December 2, 1983.*453 Joseph Dyer, Fairfax (Siciliano, Ellis, Sheridan & Dyer, Fairfax, on brief), for appellant Pullen.
Robert T. Hall, Fairfax (Hall, Surovell, Jackson & Colten, P.C., Fairfax, on brief), for appellee Nickens.
Thomas C. Palmer, Jr., Manassas (Brault, Geschickter, Palmer & Grove, Manassas, on brief), for appellant McCoy.
Before CARRICO, C.J., and COCHRAN, POFF, COMPTON, STEPHENSON, RUSSELL and THOMAS, JJ.
COCHRAN, Justice.
Frederick F. Nickens initiated this action in the trial court against Michael L. McCoy and Woodrow Wilson Pullen for personal injuries allegedly resulting from a motor vehicle accident proximately caused by the negligence of both defendants. The trial court entered final judgment on the jury verdict in favor of Nickens against both defendants in the amount of $30,000. We granted appeals on the separate petitions of Pullen and McCoy, granted leave to file a joint appendix for both appeals, and consolidated the appeals for oral argument.
There is no material conflict in the evidence. The accident occurred about 2:00 p.m. on May 24, 1978, on Route 17, a two-lane primary highway, approximately two-tenths of a mile south of its intersection with Route 245 and eight miles north of Warrenton. The pavement was wet and contained a film of dirt along the edge. Two employees of the Virginia Department of Highways and Transportation (Highway Department) had been engaged in a maintenance operation known as "pulling the shoulder." In this operation, a grader pulled loose stone to the edge of the pavement, and a dump truck with a blade followed to clear the pavement of debris. As the grader moved around a curve, Pullen stopped the dump truck, which he was operating, immediately behind it; both vehicles were headed north in the northbound lane on the curve which was obscured because of heavy underbrush. The grader was still moving at the time of the accident.

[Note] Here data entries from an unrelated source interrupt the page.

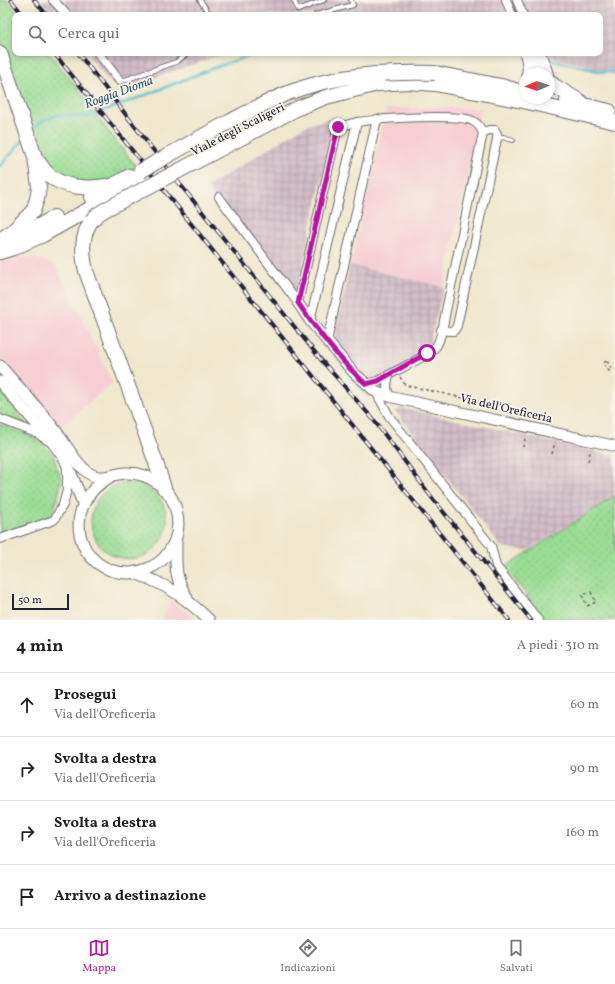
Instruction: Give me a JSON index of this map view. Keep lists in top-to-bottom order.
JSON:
{
  "streets": {
    "highway": ["Viale degli Scaligeri"],
    "street": ["Via dell'Oreficeria"]
  },
  "water": ["Roggia Dioma"],
  "scale_bar": "50 m",
  "north": "left",
  "page": {
    "search": "Cerca qui",
    "scale": "50 m",
    "heading": ["4 min", "A piedi · 310 m"],
    "list": [
      ["Prosegui", "Via dell'Oreficeria", "60 m"],
      ["Svolta a destra", "Via dell'Oreficeria", "90 m"],
      ["Svolta a destra", "Via dell'Oreficeria", "160 m"],
      "Arrivo a destinazione"
    ],
    "nav": ["Mappa", "Indicazioni", "Salvati"]
  }
}
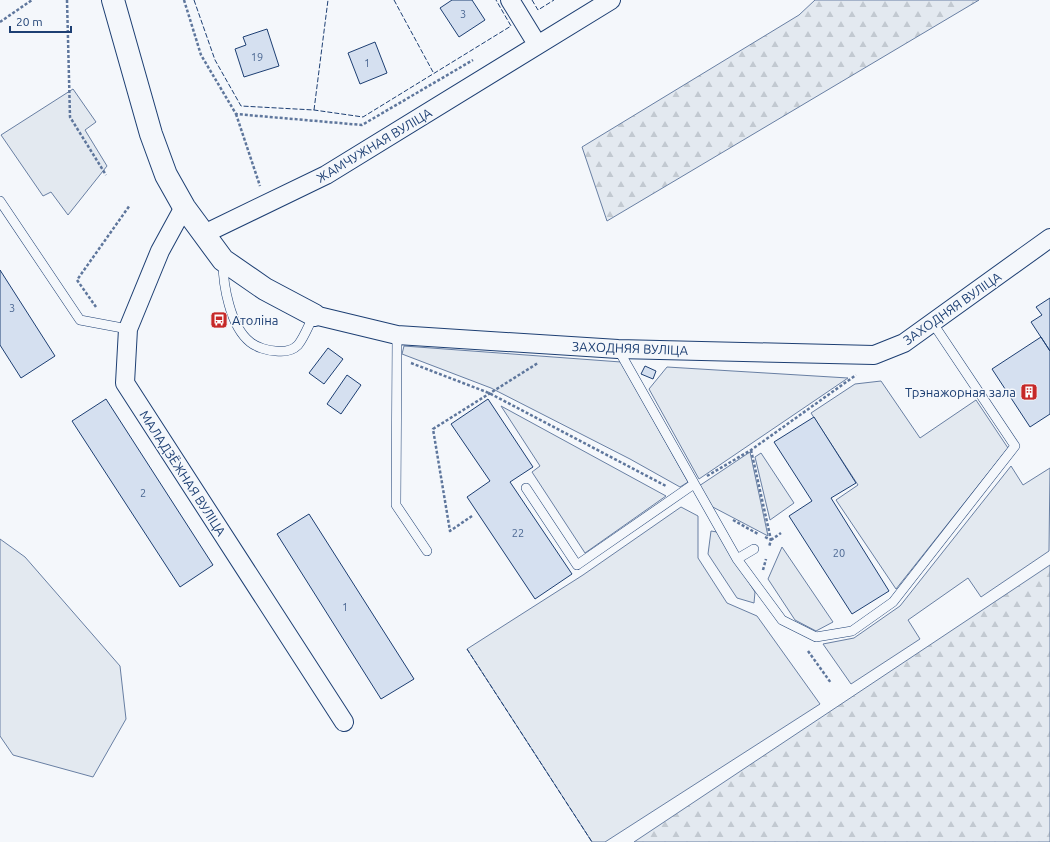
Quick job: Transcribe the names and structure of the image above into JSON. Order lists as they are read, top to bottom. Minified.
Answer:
{"streets":{"street":["ЖАМЧУЖНАЯ ВУЛІЦА","ЗАХОДНЯЯ ВУЛІЦА","МАЛАДЗЁЖНАЯ ВУЛІЦА"]},"crossings":[["ЖАМЧУЖНАЯ ВУЛІЦА","ЗАХОДНЯЯ ВУЛІЦА"],["ЗАХОДНЯЯ ВУЛІЦА","МАЛАДЗЁЖНАЯ ВУЛІЦА"]],"places":{"bus stop":["Атоліна"],"building":["Трэнажорная зала"]},"house_numbers":["3","19","1","3","2","22","20","1"],"scale_bar":"20 m"}
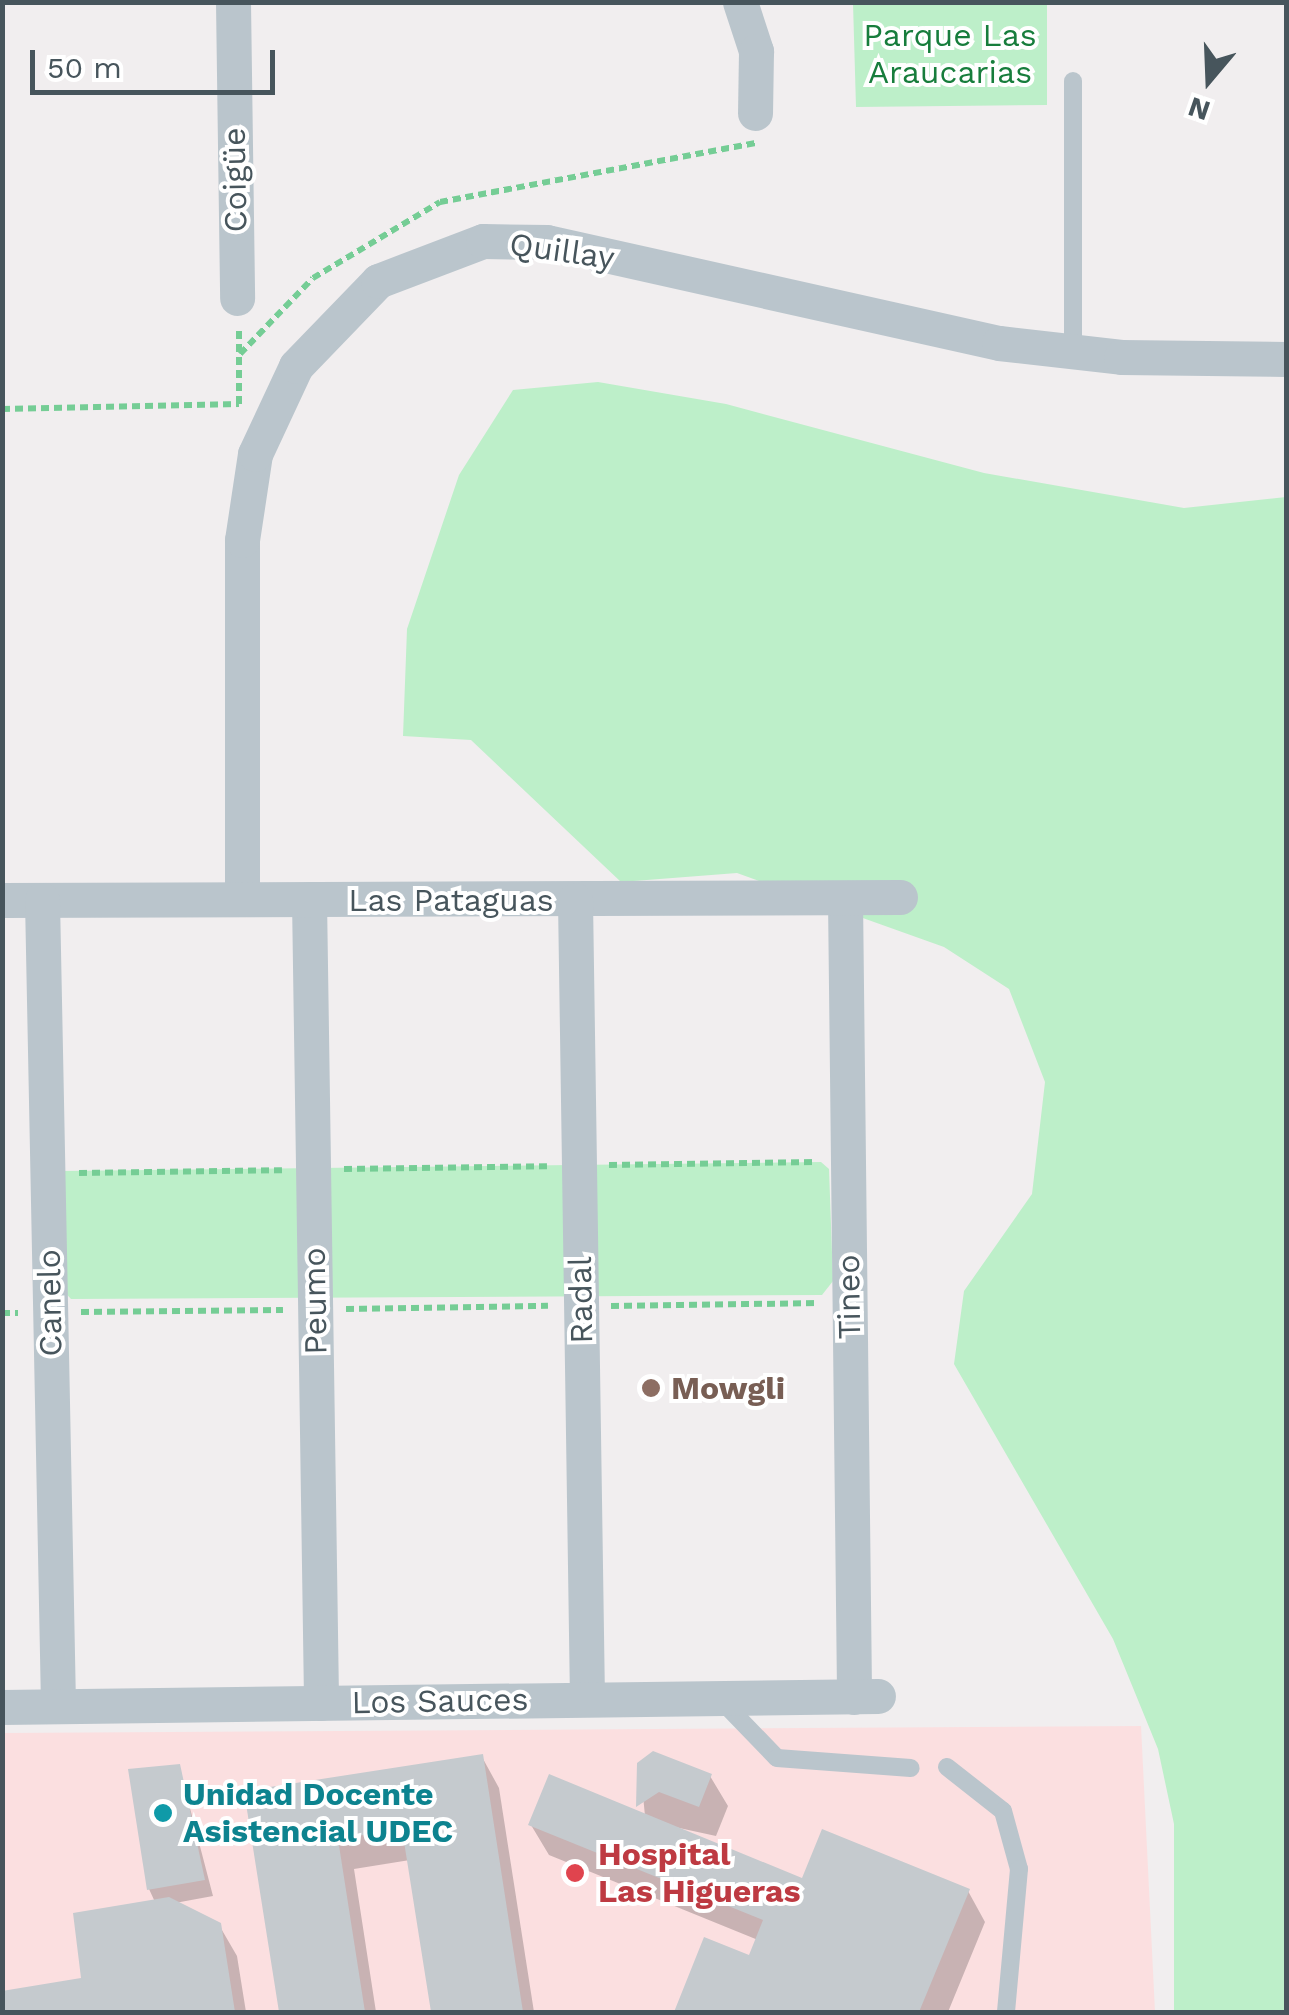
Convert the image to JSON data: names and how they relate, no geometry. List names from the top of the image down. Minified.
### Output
{"streets":{"street":["Coigüe","Quillay","Las Pataguas","Tineo","Radal","Peumo","Canelo","Los Sauces"]},"crossings":[["Quillay","Las Pataguas"],["Las Pataguas","Tineo"],["Las Pataguas","Radal"],["Las Pataguas","Peumo"],["Las Pataguas","Canelo"],["Tineo","Los Sauces"],["Radal","Los Sauces"],["Peumo","Los Sauces"],["Canelo","Los Sauces"]],"parks":["Parque Las Araucarias"],"places":["Mowgli","Unidad Docente Asistencial UDEC","Hospital Las Higueras"],"scale_bar":"50 m","north":"bottom"}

Nickens, driving an automobile south in the southbound lane, reduced his speed to 30 miles per hour before passing the Highway Department vehicles. McCoy, operating his pickup truck north in the northbound lane at 55 miles per hour, the posted speed limit, came around the curve, saw the Highway Department truck in the highway, and could not stop. His truck swerved across the double line in the center of the highway and struck Nickens' car in the southbound lane about 75 feet south of the Highway Department truck.
The investigating officer, who arrived several minutes after the accident, testified that the Highway Department truck had four-way flashers and a yellow beacon light on and was visible from the south for a distance of 381 feet. Although McCoy told the officer he applied his brakes when he observed the truck in his lane, the officer saw no evidence of braking. At trial, McCoy testified that when he applied his brakes, his right wheels went off the pavement and his truck then veered to his left into the southbound lane.
There was evidence that a Highway Department "ROAD WORK AHEAD" warning sign for northbound traffic had been placed near the point where the work of "pulling the shoulder" began at the corporate limits of Warrenton, more than eight miles south of the accident site, and that a similar sign for southbound traffic had been placed near the point where the work was to end at Old Tavern, north of the site. McCoy saw the warning sign at Warrenton and the light film of dirt on the highway but did not slow down because he assumed the workers were no longer working. He had driven this road 40 to 45 times before the accident.
*454 Pullen had just stopped his truck, which was painted yellow, behind the grader and was preparing to get out with a flag to direct traffic around the curve when he heard the collision and saw Nickens's car go in the ditch.
John F. Coates, a traffic engineer employed in the Culpeper office of the Highway Department, was called as a witness for Nickens. Over Pullen's objection, Coates introduced in evidence as Exhibit 6 three pages from a Highway Department publication entitled "Typical Traffic Control for Work Area Protection," which he said provided guidelines for employees of the Department engaged in maintenance work. The first page introduced contained only the title of the publication and the full name of the Highway Department, the second, numbered 20, contained only the subtitle, and the third, numbered 21, contained a diagram and notes describing typical traffic control at a work area for work between the pavement and the ditch line. Coates testified that the diagram on page 21 applied only to a static operation, that the cones shown on the diagram were not required for a moving operation, and that the placing of a warning sign 500 to 800 feet beyond each end of the moving operation in the present case was all that was required.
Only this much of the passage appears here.